If you choose to use nettle, use it as directed on the package or as directed by your doctor, pharmacist, or other healthcare provider. Do not use more of this product than is recommended on the label.
Do not use different forms (tablets, liquid, tincture, teas, etc) of nettle at the same time without medical advice. Using different formulations together increases the risk of an overdose.
Call your doctor if the condition you are treating with nettle does not improve, or if it gets worse while using this product.
Store at room temperature away from moisture, heat, and light.
What happens if I miss a dose?
Skip the missed dose if it is almost time for your next scheduled dose. Do not use extra nettle to make up the missed dose.
What happens if I overdose?
Seek emergency medical attention or call the Poison Help line at 1-800-222-1222.
What should I avoid while taking nettle?
Avoid taking nettle with other herbal/health supplements that contain vitamin K. This includes alfalfa, parsley, nettle leaves, plantain, and others.
What other drugs will affect nettle?
Taking nettle with any medicines that make you sleepy can worsen this effect. Ask your doctor before taking nettle with a sleeping pill, narcotic pain medicine, muscle relaxer, or medicine for anxiety, depression, or seizures.

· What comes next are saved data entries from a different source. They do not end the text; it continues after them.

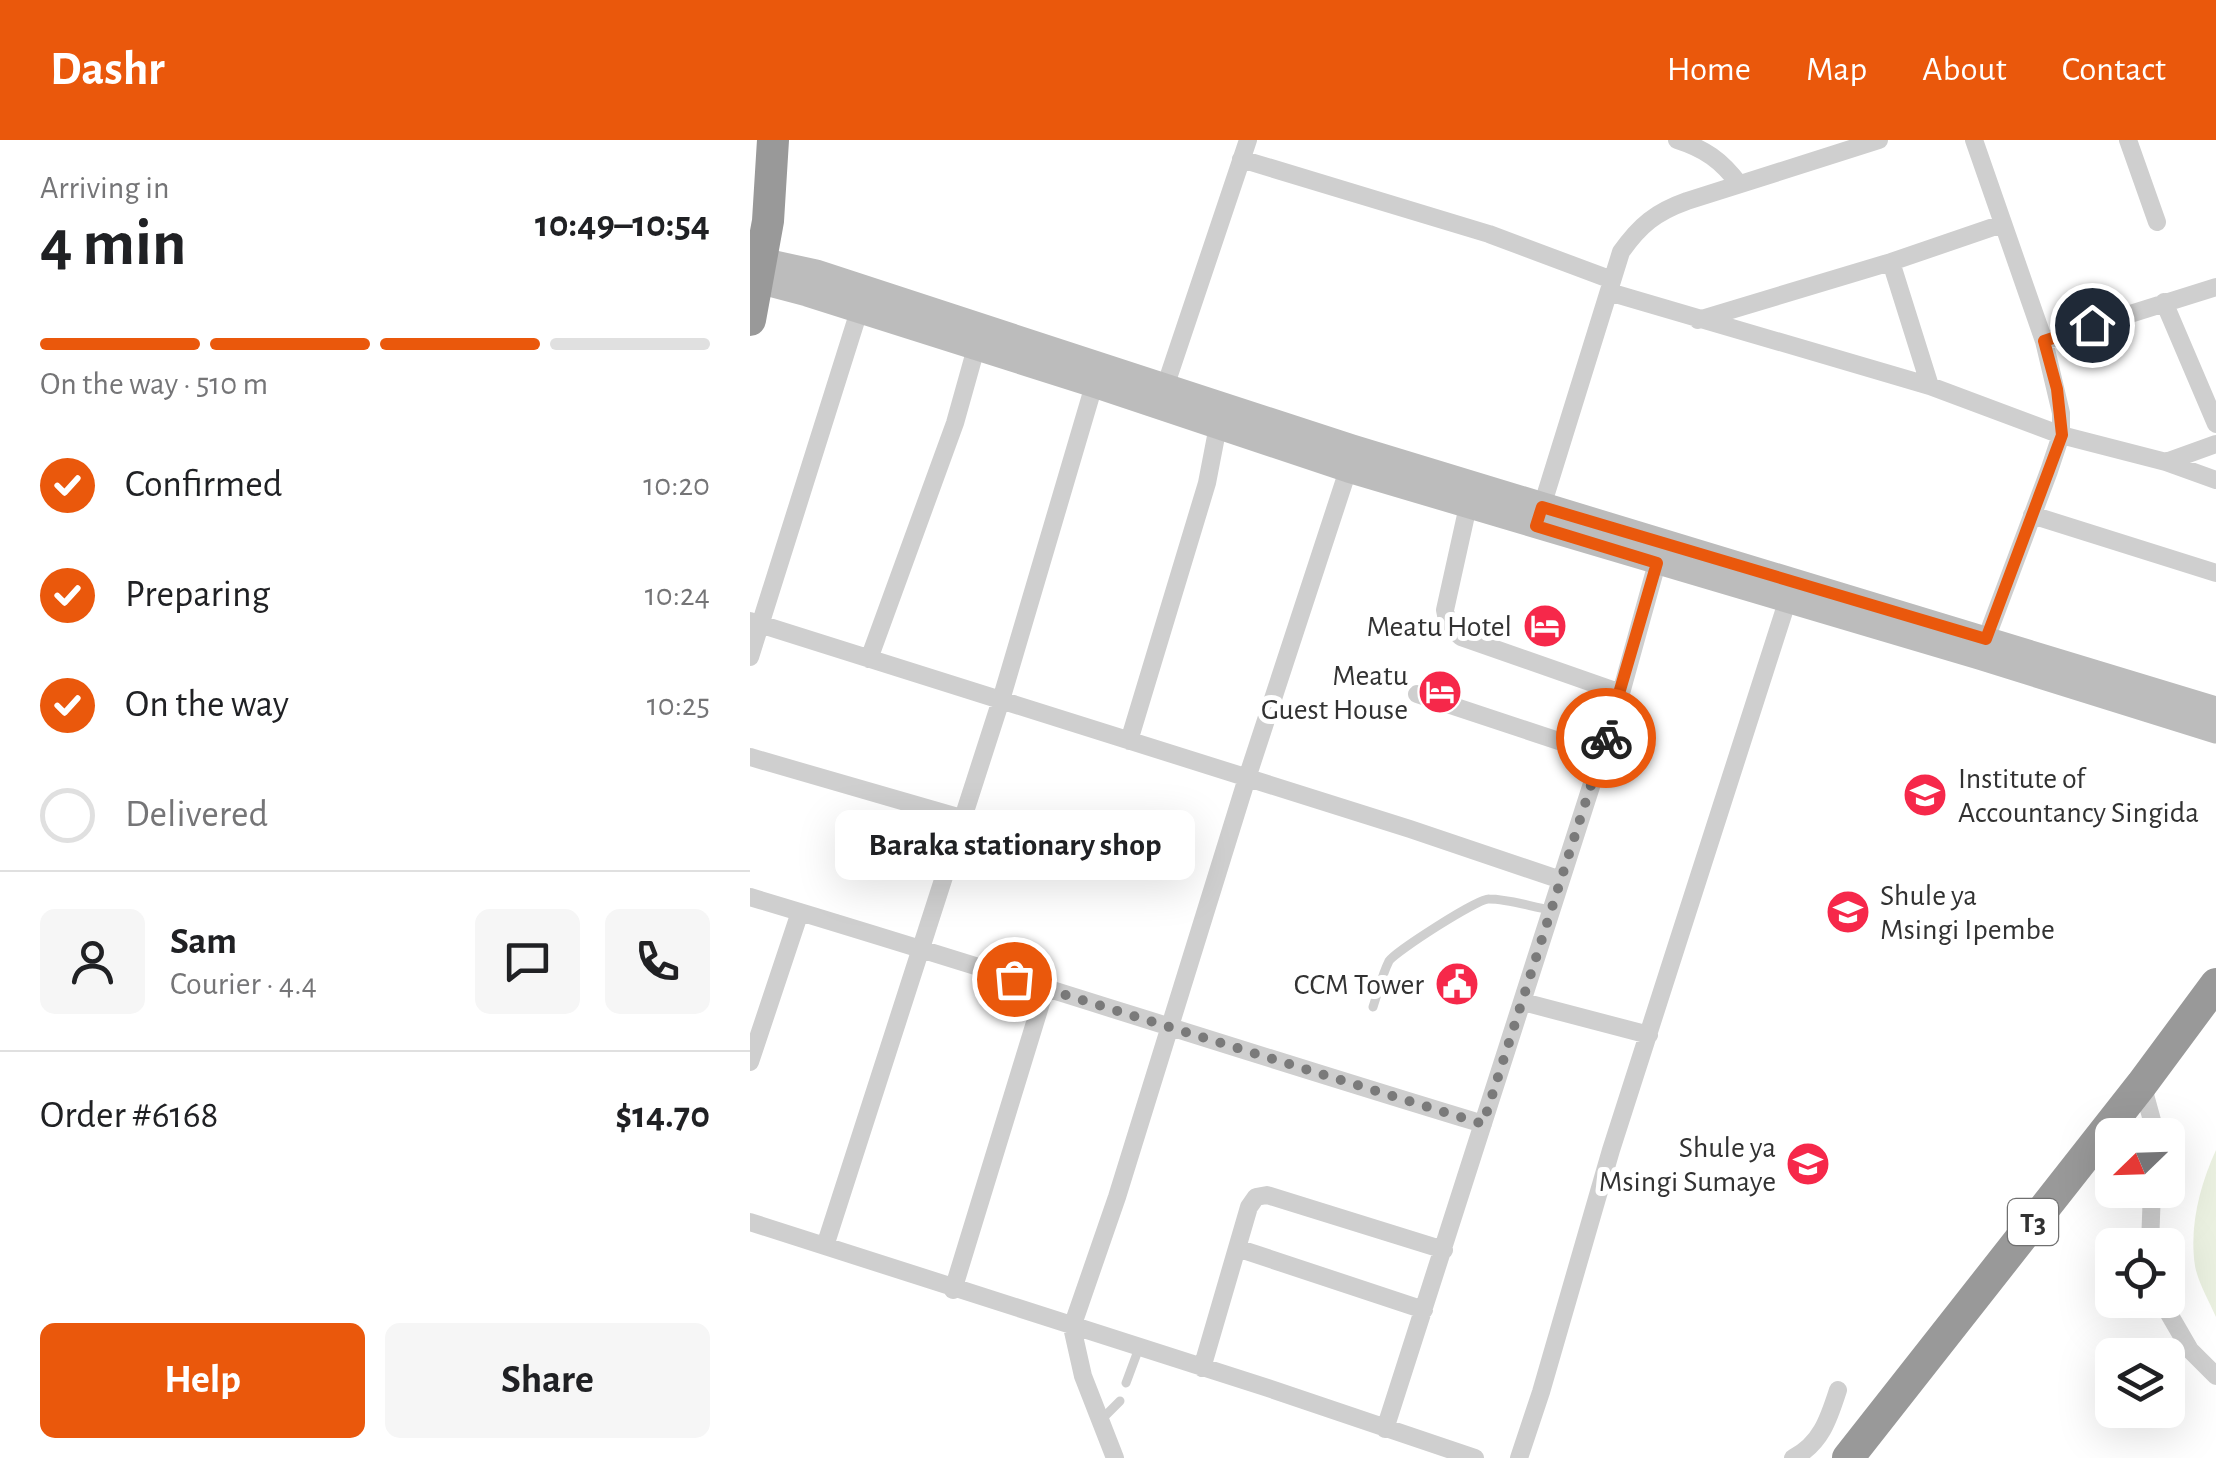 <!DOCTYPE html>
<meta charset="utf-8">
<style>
body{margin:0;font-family:"Alegreya Sans",sans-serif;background:#f6f6f6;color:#202124;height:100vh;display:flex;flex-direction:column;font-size:38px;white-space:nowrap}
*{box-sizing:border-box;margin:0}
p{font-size:32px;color:#757577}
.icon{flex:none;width:55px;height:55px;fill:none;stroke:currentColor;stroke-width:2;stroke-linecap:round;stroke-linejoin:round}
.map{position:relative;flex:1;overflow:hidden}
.details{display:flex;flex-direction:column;background:#fff;width:750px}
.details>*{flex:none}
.needle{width:65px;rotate:247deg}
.fabs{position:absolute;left:1345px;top:978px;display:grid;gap:20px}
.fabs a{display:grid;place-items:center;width:90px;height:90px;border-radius:15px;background:#fff;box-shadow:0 10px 40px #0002;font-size:50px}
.pin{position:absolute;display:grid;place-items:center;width:85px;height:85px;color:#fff;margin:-42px;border:5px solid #fff;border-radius:50%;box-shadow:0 2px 10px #0007}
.courier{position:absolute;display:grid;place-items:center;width:100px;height:100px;margin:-50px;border:8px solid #ea580c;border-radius:50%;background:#fff;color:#222;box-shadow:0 2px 12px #0007}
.bubble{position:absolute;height:70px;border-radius:15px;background:#fff;box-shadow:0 10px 40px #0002;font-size:32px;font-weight:700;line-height:70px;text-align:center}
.head em{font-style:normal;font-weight:700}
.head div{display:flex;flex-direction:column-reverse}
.head{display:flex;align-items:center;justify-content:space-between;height:170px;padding:0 40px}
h1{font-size:65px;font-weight:700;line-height:75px}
.bar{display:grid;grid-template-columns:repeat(4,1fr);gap:15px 10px;align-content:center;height:120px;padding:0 40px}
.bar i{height:12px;border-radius:8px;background:#e0e0e0}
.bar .active{background:#ea580c}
.bar p{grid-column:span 4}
.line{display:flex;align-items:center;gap:25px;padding:0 40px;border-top:2px solid #e0e0e0}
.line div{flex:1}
.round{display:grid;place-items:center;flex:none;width:105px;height:105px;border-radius:15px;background:#f6f6f6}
ol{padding:0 40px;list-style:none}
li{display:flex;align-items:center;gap:30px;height:110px}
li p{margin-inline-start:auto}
li .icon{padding:10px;border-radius:50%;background:#ea580c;color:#fff;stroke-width:4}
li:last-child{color:#757577}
li i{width:55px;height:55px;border:5px solid #e0e0e0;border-radius:50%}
.primary-button{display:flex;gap:20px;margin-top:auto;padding:20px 40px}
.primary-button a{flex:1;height:115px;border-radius:15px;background:#ea580c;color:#fff;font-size:40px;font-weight:700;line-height:115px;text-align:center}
.primary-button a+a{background:#f6f6f6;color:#202124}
header{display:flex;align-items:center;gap:60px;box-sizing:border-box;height:140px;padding:0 50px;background:#ea580c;color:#fff}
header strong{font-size:48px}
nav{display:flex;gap:55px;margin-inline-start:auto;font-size:35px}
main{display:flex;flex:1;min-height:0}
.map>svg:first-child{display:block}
.green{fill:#eaf0e0}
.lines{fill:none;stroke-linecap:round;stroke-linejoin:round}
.lane{stroke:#cfcfcf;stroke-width:9}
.street{stroke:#cfcfcf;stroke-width:18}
.secondary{stroke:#bcbcbc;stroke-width:25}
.highway{stroke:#999;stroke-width:32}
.done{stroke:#7a7a7a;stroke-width:10;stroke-dasharray:0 18}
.route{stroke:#ea580c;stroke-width:12}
.labels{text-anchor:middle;stroke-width:10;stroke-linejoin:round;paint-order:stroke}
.shield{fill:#fff;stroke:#707070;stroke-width:2.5}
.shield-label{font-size:28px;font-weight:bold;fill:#323232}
.poi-label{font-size:30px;fill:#323232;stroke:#fff;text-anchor:end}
</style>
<header>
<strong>Dashr</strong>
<nav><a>Home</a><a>Map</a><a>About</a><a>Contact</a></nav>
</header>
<main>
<section class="details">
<div class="head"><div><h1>4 min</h1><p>Arriving in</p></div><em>10:49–10:54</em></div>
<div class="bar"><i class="active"></i><i class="active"></i><i class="active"></i><i></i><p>On the way · 510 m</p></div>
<ol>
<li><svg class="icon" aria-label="check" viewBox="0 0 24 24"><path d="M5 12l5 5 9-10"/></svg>Confirmed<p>10:20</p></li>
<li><svg class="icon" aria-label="check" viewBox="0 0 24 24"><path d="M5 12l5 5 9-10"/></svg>Preparing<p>10:24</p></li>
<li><svg class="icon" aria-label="check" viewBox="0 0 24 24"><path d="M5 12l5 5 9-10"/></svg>On the way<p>10:25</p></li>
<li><i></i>Delivered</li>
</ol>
<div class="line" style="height:180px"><a class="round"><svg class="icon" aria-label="person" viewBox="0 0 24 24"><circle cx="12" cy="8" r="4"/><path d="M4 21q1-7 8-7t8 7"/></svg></a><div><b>Sam</b><p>Courier · 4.4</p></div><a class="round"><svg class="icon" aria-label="chat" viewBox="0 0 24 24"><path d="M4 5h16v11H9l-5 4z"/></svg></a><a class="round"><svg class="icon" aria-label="phone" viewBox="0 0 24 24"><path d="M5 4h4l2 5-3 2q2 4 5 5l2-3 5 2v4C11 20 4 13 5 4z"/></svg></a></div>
<div class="line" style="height:130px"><div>Order #6168</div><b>$14.70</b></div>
<div class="primary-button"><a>Help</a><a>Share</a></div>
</section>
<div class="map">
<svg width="1466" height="1318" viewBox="0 0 1466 1318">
<rect width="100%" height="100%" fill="#fff"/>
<path class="green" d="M1466 1010V1177C1459 1161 1448 1142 1445 1126 1439 1086 1450 1045 1466 1010Z"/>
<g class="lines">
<path class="lane" d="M623 867C628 852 632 835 639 821 645 812 728 758 739 759 759 759 782 767 802 770
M376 1243 389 1208
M351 1280 370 1261"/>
<path class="street" d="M927 0C955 9 971 20 989 44
M1224 0 1294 201 1311 273V295L1299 331 1233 507
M1378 0 1407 82
M491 19 739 94 862 140
M1141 122 1180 246
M859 152 1180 246 1311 295 1416 322 1466 340
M1414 162 1466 284
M948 180 1141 122 1252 84
M1294 201 1466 147
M412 256 498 0
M1416 322 1466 304
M718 366 695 470 698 485 711 497 871 553
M1282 375 1466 433
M789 376 871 112C890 85 906 72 937 61L1129 0
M0 481 660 689 811 740
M0 517 109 171
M119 519 205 283 226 208
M667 554 851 615
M379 601 457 343 468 286
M0 617 211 678
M0 757C245 830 488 910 733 984
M773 862 899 895
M0 922 50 772
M1392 944 1406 995
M0 1082 518 1248 725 1318
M1400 1105 1402 1050
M75 1106 251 560 344 245
M487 1108 674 1170
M203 1150 295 850
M1411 1160 1440 1210 1466 1236
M452 1228 499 1067 506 1057 517 1055 694 1110
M635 1289 871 553 907 423
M365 1318 333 1236 322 1187 367 1057 497 638 598 330
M769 1318 791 1252 861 1010 1037 462
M1043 1318C1071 1304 1079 1278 1088 1250"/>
<path class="secondary" d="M0 123 11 120 66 132 602 307 1466 569
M0 139 57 154 344 245 598 330 1229 517 1466 591"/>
<path class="highway" d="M0 180 18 81 23 0
M1098 1318 1392 944 1466 844"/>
</g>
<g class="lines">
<path class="done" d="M264 839 733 984 856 598"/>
<path class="route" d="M856 598 907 423 786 386 792 367 1236 499 1312 295 1307 249 1294 201 1342 185"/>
</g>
<defs>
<symbol id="hotel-disc" viewBox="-11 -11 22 22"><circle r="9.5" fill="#f6284a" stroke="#fff"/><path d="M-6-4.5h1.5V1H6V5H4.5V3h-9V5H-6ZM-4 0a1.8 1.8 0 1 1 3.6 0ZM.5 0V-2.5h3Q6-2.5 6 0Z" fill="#fff"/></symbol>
<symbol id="university-disc" viewBox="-11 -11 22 22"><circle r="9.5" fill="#f6284a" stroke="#fff"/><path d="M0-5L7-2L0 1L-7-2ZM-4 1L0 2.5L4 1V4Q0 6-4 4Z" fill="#fff"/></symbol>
<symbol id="school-disc" viewBox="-11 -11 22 22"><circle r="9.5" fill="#f6284a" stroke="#fff"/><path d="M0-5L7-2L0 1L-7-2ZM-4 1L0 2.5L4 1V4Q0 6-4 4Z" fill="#fff"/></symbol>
<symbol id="civic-disc" viewBox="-11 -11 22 22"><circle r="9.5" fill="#f6284a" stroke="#fff"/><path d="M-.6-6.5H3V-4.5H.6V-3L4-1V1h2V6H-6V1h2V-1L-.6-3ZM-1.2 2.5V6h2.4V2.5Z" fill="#fff"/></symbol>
</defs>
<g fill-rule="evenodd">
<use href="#hotel-disc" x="770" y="461" width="50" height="50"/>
<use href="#hotel-disc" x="665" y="527" width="50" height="50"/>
<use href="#university-disc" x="1150" y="630" width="50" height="50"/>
<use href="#school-disc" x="1073" y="747" width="50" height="50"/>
<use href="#civic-disc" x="682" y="819" width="50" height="50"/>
<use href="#school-disc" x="1033" y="999" width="50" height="50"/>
</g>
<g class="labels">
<rect class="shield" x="1258" y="1059" width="50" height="46" rx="8"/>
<g class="shield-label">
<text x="1283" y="1092">T3</text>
</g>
<g class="poi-label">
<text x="762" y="496">Meatu Hotel</text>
<text x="658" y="545">Meatu<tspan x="658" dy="34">Guest House</tspan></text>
<text x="1208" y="648" text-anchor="start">Institute of<tspan x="1208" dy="34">Accountancy Singida</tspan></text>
<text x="1130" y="765" text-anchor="start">Shule ya<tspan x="1130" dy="34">Msingi Ipembe</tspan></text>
<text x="674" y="854">CCM Tower</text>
<text x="1026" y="1017">Shule ya<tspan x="1026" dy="34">Msingi Sumaye</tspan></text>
</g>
</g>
</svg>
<div class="fabs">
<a><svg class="needle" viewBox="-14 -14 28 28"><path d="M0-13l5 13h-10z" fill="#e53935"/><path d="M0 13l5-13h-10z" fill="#757577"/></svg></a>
<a><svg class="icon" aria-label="locate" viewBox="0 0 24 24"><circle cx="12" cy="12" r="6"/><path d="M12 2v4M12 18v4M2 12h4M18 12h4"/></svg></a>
<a><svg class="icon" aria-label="layers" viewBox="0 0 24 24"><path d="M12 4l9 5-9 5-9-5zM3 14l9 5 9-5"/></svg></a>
</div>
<div class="pin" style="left:264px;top:839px;background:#ea580c"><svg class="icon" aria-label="bag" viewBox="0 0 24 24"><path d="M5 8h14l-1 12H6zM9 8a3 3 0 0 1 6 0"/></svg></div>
<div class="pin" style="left:1342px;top:185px;background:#1f2937"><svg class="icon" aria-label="home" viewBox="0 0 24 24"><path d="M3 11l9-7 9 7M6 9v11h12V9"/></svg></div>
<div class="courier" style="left:856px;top:598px"><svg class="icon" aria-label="bike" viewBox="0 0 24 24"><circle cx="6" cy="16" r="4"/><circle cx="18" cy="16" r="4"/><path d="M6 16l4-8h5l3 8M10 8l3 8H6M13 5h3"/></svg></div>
<div class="bubble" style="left:85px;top:670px;width:360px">Baraka stationary shop</div>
</div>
</main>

Do not take nettle without medical advice if you are using any of the following medications:
- blood pressure medication;
- insulin or oral diabetes medicine; or
- warfarin (Coumadin, Jantoven).
This list is not complete. Other drugs may interact with nettle, including prescription and over-the-counter medicines, vitamins, and herbal products. Not all possible interactions are listed in this product guide.
Where can I get more information?
Consult with a licensed healthcare professional before using any herbal/health supplement. Whether you are treated by a medical doctor or a practitioner trained in the use of natural medicines/supplements, make sure all your healthcare providers know about all of your medical conditions and treatments.